Filling in Fact Gaps

Demand for analytical tools increasingly comes from all departments, from marketing and sales up to the executive suite. In the post-Enron era, top managers in particular need to be able to document and explain the metrics that underlie their decisions, according to Robert Blumstein, a research director at IDC.

"Distributing analytics to the whole organization has empowered employees to make decisions that in the past they didn't have the data to make—or might have made in off-handed ways," he says.

IDC expects the analytics software market, which includes both basic and more sophisticated predictive tools, to continue to grow from $8 billion in 2003 to $11 billion in 2008, about 8% per year.

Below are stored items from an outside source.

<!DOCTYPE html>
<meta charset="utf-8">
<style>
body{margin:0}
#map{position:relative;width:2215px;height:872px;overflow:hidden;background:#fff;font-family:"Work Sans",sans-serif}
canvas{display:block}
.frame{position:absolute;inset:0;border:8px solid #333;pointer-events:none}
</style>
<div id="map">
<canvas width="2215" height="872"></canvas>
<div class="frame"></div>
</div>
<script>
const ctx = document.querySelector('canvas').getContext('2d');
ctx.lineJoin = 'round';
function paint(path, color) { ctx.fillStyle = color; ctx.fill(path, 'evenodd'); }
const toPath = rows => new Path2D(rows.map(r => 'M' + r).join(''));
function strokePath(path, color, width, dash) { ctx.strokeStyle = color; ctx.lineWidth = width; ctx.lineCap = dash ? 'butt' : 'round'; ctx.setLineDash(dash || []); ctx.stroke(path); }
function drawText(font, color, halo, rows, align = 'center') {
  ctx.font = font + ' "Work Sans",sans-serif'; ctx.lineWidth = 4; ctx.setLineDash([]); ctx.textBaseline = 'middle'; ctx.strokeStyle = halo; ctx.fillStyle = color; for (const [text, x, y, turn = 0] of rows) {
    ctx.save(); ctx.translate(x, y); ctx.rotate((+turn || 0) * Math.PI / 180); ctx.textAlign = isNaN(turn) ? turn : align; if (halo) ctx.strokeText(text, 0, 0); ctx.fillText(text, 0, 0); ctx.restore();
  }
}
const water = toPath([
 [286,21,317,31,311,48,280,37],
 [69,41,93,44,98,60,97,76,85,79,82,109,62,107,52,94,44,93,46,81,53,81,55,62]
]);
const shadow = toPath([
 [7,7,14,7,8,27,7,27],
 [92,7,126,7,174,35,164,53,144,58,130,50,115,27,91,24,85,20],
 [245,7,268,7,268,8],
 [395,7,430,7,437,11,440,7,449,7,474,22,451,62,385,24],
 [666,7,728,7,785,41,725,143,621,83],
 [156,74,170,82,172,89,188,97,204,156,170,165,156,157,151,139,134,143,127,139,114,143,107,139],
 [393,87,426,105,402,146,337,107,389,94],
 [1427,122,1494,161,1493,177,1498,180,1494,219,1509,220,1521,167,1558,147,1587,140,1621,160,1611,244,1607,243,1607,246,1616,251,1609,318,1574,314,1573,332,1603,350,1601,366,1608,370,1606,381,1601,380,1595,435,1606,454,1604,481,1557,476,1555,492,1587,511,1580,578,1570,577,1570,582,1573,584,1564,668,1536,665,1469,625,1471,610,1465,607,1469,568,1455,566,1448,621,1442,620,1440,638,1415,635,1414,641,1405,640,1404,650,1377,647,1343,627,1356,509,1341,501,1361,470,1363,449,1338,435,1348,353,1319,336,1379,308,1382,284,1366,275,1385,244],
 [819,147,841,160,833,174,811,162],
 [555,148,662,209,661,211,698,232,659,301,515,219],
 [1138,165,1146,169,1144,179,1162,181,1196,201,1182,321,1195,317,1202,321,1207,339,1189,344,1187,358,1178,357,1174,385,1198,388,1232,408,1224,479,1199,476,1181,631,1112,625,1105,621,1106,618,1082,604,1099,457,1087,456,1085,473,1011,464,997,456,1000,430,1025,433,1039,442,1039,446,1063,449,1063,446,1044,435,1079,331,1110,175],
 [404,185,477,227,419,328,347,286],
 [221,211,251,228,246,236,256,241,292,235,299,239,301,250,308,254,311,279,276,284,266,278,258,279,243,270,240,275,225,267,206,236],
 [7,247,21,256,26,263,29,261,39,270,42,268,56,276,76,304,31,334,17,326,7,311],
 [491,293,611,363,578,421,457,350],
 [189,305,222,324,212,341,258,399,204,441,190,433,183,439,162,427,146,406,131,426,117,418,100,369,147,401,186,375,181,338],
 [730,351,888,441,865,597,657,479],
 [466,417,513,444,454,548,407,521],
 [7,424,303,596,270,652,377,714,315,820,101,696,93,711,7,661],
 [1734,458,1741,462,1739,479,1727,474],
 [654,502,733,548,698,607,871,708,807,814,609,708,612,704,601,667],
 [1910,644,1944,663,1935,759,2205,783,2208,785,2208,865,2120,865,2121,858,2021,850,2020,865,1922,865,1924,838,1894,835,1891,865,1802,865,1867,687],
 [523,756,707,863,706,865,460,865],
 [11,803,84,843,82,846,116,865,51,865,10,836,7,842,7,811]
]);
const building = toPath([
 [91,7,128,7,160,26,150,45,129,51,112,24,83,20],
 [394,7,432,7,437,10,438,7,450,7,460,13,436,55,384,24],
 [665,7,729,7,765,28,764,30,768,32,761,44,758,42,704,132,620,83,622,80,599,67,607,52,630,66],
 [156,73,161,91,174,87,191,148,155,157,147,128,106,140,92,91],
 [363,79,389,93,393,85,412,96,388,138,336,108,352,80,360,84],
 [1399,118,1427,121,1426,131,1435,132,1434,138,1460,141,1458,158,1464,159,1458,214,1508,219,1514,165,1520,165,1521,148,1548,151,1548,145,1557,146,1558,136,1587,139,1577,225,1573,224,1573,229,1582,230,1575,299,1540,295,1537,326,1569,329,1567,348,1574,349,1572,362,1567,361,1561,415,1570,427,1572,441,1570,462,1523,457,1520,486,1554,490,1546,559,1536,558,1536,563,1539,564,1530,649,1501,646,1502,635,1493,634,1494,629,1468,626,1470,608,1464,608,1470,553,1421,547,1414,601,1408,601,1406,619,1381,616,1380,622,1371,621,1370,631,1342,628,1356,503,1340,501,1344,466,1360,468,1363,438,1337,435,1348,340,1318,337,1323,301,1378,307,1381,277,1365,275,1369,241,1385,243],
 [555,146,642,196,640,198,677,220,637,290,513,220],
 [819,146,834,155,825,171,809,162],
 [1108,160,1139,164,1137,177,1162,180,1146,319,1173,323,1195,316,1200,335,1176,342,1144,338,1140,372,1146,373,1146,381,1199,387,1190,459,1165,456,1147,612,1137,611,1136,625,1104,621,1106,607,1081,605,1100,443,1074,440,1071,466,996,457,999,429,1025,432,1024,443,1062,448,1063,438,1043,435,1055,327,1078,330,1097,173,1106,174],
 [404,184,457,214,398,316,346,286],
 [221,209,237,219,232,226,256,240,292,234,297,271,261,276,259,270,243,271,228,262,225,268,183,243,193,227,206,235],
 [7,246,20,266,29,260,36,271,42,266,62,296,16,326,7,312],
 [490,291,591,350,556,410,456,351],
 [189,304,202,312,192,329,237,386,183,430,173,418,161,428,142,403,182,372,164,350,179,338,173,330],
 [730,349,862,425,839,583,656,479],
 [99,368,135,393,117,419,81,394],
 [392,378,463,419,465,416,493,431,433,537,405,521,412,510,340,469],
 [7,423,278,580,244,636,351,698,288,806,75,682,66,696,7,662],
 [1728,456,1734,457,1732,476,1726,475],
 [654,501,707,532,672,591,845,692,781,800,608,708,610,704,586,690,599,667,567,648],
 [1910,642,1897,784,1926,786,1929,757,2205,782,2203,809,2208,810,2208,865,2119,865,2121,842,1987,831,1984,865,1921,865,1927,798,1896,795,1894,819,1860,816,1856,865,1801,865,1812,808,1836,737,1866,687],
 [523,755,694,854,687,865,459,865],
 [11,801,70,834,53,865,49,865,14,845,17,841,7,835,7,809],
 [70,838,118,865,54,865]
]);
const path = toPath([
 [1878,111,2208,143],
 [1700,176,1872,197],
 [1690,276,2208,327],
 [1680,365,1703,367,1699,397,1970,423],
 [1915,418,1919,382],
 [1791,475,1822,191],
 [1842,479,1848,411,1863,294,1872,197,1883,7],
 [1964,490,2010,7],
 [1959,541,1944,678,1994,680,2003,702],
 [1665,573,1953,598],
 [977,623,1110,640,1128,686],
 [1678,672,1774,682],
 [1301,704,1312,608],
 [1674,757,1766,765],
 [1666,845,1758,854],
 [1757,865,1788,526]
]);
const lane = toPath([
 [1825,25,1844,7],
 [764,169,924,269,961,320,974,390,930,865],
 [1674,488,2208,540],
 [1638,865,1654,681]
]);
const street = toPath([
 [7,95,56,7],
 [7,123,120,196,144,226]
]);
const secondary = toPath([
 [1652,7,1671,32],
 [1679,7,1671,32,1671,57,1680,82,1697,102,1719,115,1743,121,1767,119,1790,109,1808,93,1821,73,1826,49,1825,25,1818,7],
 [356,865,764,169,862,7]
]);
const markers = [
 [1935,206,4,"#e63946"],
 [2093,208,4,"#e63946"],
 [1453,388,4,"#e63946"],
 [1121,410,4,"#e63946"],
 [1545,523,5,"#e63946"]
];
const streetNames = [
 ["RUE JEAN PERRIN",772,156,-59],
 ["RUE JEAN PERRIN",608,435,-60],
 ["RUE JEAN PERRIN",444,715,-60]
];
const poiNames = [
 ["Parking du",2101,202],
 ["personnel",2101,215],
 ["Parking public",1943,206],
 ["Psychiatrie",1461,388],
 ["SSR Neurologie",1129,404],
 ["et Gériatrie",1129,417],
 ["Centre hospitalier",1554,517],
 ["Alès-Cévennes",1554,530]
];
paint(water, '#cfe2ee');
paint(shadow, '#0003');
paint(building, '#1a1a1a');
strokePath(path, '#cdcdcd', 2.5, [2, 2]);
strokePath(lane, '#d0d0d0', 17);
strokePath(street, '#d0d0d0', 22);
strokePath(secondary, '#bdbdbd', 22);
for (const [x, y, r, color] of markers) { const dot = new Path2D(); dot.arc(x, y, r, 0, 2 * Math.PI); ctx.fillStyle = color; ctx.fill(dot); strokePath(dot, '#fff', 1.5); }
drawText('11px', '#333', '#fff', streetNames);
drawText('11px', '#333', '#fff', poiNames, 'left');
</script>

Analytics packages, from vendors including SAS, MicroStrategy, Business Objects and Cognos, increasingly deliver information visually with a mosaic of charts, graphs, scorecards, buttons and flashing alerts. Analytics capabilities are also being built into enterprise resource planning, customer relationship management and business performance management software.

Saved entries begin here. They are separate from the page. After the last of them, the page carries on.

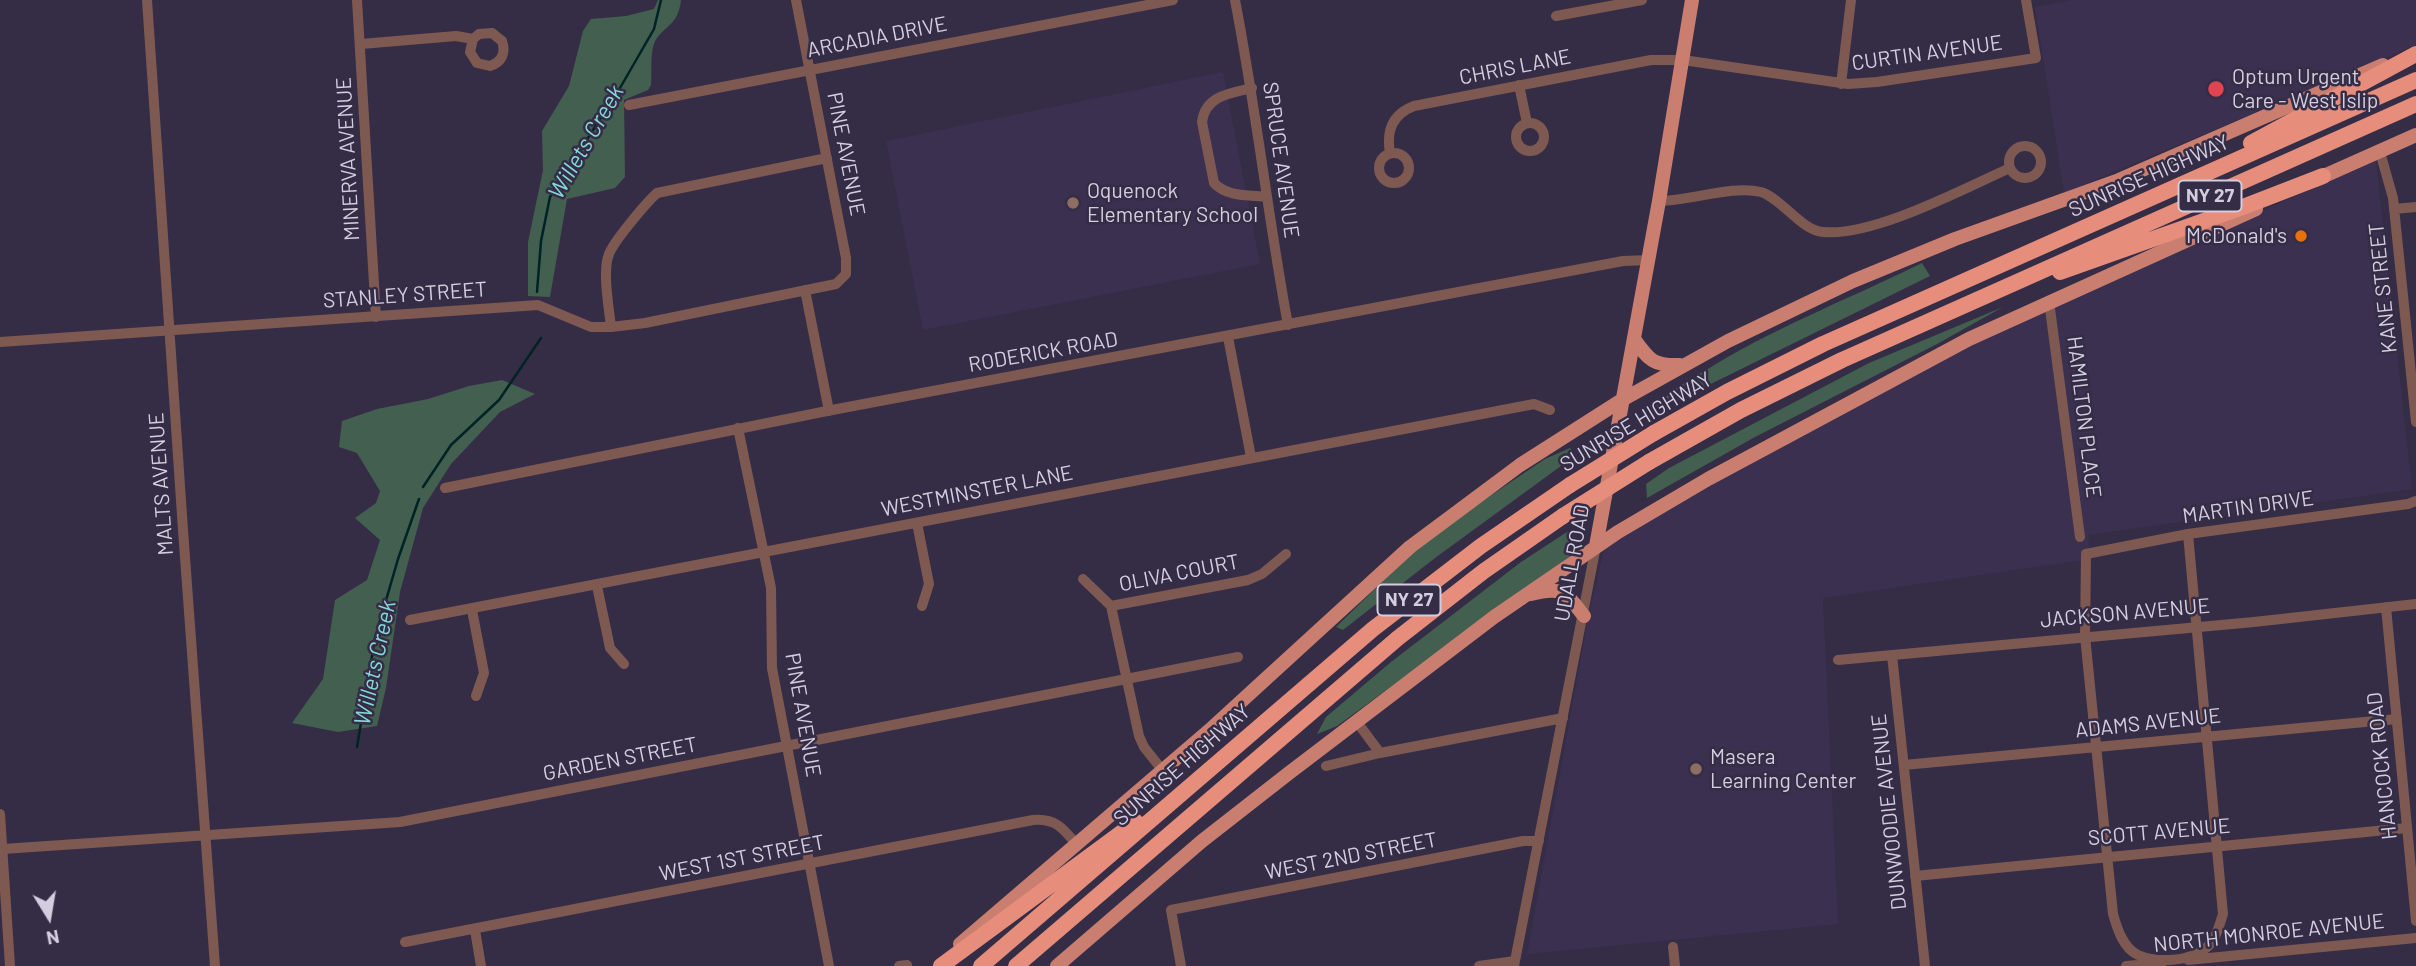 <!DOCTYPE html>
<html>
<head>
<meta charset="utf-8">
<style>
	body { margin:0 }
	#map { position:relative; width:2416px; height:966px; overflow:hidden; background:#352d46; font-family:Barlow,sans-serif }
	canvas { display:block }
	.north { position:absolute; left:14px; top:882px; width:70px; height:70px; -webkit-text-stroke:5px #352d46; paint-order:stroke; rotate:169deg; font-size:19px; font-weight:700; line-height:28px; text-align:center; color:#d3cedf }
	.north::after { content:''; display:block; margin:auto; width:24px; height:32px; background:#d3cedf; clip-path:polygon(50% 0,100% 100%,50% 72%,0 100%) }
</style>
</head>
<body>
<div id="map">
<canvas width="2416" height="966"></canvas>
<div class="north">N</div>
</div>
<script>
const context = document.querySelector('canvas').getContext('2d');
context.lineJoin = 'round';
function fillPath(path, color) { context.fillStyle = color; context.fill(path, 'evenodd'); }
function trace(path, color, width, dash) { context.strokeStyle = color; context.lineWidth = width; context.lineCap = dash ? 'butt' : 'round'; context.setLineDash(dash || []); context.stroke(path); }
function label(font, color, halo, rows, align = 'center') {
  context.font = font + ' Barlow,sans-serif'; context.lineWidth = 5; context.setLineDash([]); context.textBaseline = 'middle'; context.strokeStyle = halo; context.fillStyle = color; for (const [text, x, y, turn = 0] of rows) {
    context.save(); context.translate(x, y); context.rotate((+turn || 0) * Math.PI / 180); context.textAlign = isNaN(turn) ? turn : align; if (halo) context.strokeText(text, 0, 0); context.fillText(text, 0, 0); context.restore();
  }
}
fillPath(new Path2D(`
	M 2072,0 L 2416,0 L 2416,45 L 2064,193 L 2035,7 Z
	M 1223,72 L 1260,264 L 923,330 L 886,141 Z
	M 2376,161 L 2412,489 L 2088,535 L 2090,559 L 1823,598 L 1838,924 L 1527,954 L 1589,613 L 1607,537 L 2030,311 Z`), '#3b3050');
fillPath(new Path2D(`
	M 658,0 L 681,0 C 678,28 661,26 654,44 C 650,55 652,73 651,85 L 648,90 L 624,100 L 625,177 L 615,188 L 567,199 L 550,297 L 528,296 L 528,242 L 543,170 L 542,131 L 569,86 L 583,31 L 591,19 L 626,16 L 654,9 Z
	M 1922,263 L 1930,276 L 1660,409 L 1652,411 C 1671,388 1690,380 1716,364 C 1781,325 1853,297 1922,263 Z
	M 2003,307 L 1937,344 L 1755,437 L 1647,498 L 1646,484 L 1669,468 L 1869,363 Z
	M 502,380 L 535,394 L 500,412 L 451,464 L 423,508 L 400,592 L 386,688 L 377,726 L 338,732 L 292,723 L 323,679 L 335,600 L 367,580 L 380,540 L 355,518 L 376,503 L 380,491 L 357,453 L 339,447 L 342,421 L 377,409 L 428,399 L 469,386 Z
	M 1570,448 L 1576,455 L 1435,558 L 1343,630 L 1336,627 L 1426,539 L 1545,459 Z
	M 1573,528 L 1569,557 L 1337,726 L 1317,734 L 1326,717 L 1391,662 L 1521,562 Z`), '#425f50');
trace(new Path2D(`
	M 537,292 L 541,241 L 550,197 L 620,88 L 654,29 L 661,0
	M 423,487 L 451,445 L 499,400 L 541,338
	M 357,747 L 375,638 L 398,559 L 419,499`), '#002324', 2.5);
trace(new Path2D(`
	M 147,0 L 183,530 L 215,966
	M 357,0 L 376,317
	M 1235,0 C 1256,108 1268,217 1288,325
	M 1556,16 L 1642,0
	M 361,44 L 456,36 L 473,39 L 479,34 L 492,33 L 502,41 C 506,53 502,62 490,66 L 477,63 L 470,52 L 473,39
	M 1841,84 L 1851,0
	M 1519,85 L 1527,123
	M 1252,88 C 1230,93 1205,96 1202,122 L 1214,183 C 1227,197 1249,195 1267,197
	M 629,105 L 1173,0
	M1516 137a14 14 0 1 1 28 0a14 14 0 1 1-28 0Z
	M2009 162a16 16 0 1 1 32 0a16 16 0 1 1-32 0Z
	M 2380,152 L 2393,198 L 2416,422
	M1379 168a15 15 0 1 1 30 0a15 15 0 1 1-30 0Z
	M 1390,153 C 1386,130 1393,114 1414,106 L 1651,60 L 1683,60 L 1848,84 L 1877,82 L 2036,58 L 2026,0
	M 1659,201 C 1691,201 1731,185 1761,192 C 1781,198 1802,231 1823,232 C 1873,237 1963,189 2010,168
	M 2394,209 L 2416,207
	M 805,290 L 829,411
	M 2049,301 L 2080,537
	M 611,327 C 609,308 602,271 609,254 C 614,241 646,203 657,193 L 827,158
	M 1228,337 L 1251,457
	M 0,342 L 538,305 L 591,327 L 611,327 L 645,323 L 836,284 L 846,274 L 846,258 L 796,0
	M 738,428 L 771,588 L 772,668 L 829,966
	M 445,488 L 832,410 L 1623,261 L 1649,260
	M 917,523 L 929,584 L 922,606
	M 2188,534 L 2223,914 C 2219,926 2216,940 2206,948 C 2190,962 2157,963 2138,955 C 2123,948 2117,928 2113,914 L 2085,636 L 2086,554 L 2188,534 L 2408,504 L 2416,501
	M 1083,579 L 1111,606
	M 597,586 L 610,648 L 624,664
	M 1111,606 L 1248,580 L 1262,574 L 1286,554
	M 1111,606 L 1139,736 L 1144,747 L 1163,771
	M 2386,607 L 2416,921
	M 472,610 L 484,673 L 476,696
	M 410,620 L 1534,404 L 1550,410
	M 1892,655 L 1925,966
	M 1838,660 L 2254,622 L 2416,604
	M 1357,722 L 1380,753
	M 1904,765 L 2397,719
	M 1326,766 L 1380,753 L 1563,718
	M 0,814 L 10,966
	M 3,849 L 400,822 L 1238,657
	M 1915,876 L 2407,828
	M 475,930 L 481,966
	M 405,942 L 1033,820 C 1055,818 1063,828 1076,844
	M 1673,947 L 1675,966
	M 2188,960 L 2416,938
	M 899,966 L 907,965
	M 1181,966 L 1171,910 L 1523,841 L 1539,841
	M 1479,966 L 1515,961
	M 1514,966 L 1596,546
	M 2126,966 L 2162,963`), '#7e5952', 10);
trace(new Path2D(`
	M 2315,180 L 2416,135
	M 1634,339 C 1649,360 1653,366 1680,365
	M 1596,546 L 1659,201 L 1692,0
	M 1531,594 C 1563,586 1565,592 1584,616
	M 960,944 L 1212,728 L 1410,547 L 1520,465 L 1622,400 L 1728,341 L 1853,281 L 1955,239 L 2119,180 L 2383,65
	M 1057,966 L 1202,841 L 1289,773 L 1494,617 L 1618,532 L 1708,479 L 1969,339 L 2256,209`), '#c97e70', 14);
trace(new Path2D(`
	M 2251,143 L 2416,54
	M 2060,272 L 2243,207 L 2323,176
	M 1654,433 L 1727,392 L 1823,344 L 2416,80
	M 1649,462 L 1741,410 L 1842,360 L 2416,104
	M 941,966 L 1136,822
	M 981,966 L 1373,629 L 1481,546 L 1570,485
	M 1016,966 L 1398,638 L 1484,571 L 1563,516`), '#e68d7b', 16);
trace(new Path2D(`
	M 1570,485 L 1654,433
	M 1563,516 L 1649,462`), '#e68d7b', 16);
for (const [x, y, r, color] of [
	[2216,89,9,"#e0444e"],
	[1073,203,7,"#8d6e63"],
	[2301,236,7,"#e8710a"],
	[1696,769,7,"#8d6e63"]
]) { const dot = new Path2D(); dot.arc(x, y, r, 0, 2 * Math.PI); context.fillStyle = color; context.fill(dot); trace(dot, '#352d46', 2.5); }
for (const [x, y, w] of [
	[2210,196,63],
	[1409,600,63]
]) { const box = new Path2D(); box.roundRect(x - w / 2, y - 15.5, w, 31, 5); context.fillStyle = '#352d46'; context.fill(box); trace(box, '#d3cedf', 2); }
label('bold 19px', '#d3cedf', null, [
	["NY 27",2210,196],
	["NY 27",1409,600]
]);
label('21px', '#d3cedf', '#352d46', [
	["ARCADIA DRIVE",877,37,-11],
	["CURTIN AVENUE",1927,53,-8],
	["CHRIS LANE",1515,67,-11],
	["PINE AVENUE",846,154,79],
	["MINERVA AVENUE",348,159,-93],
	["SPRUCE AVENUE",1281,160,82],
	["SUNRISE HIGHWAY",2149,176,-24],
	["KANE STREET",2383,288,-96],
	["STANLEY STREET",405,295,-4],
	["RODERICK ROAD",1043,352,-10],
	["HAMILTON PLACE",2084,417,83],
	["SUNRISE HIGHWAY",1636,422,-31],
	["MALTS AVENUE",161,484,-94],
	["WESTMINSTER LANE",977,491,-11],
	["MARTIN DRIVE",2248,507,-8],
	["UDALL ROAD",1572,563,-80],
	["OLIVA COURT",1179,573,-11],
	["JACKSON AVENUE",2125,613,-5],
	["PINE AVENUE",803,715,80],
	["ADAMS AVENUE",2148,723,-6],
	["GARDEN STREET",620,759,-11],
	["SUNRISE HIGHWAY",1182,765,-41],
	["HANCOCK ROAD",2382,766,-96],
	["DUNWOODIE AVENUE",1889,812,-96],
	["SCOTT AVENUE",2159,832,-5],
	["WEST 2ND STREET",1351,856,-11],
	["WEST 1ST STREET",742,858,-11],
	["NORTH MONROE AVENUE",2269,933,-6]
]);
label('21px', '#d3cedf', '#352d46', [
	["Optum Urgent",2232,77],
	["Care - West Islip",2232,101],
	["Oquenock",1087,191],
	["Elementary School",1087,215],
	["McDonald's",2287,236,"right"],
	["Masera",1710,757],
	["Learning Center",1710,781]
], 'left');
label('italic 23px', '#83d8d8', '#352d46', [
	["Willets Creek",586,142,-60],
	["Willets Creek",375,663,-78]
]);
</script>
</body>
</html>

Such sophisticated analysis is new for AvMed Health Plans, Florida's largest not-for-profit health maintenance organization, which has more than 200,000 members. The HMO's savvier consumers want to know which of the plan's doctors and hospitals are the best, according to AvMed CIO John Higbee, so the organization is turning to analytics software to deliver the data.

"It's a wonderful trend," he says about his customers' demand for more detailed metrics.

This year, Miami-based AvMed plans to spend less than $500,000 on an analytics system, Higbee says. The point of the project: to determine the effectiveness and efficiency of individual practices. The software will, for example, evaluate a provider's practice, looking at initial and ongoing costs as well as types of patients. The findings will be available to the HMO's members via the AvMed Web site, which will eventually provide access to claims, authorizations and benefits data.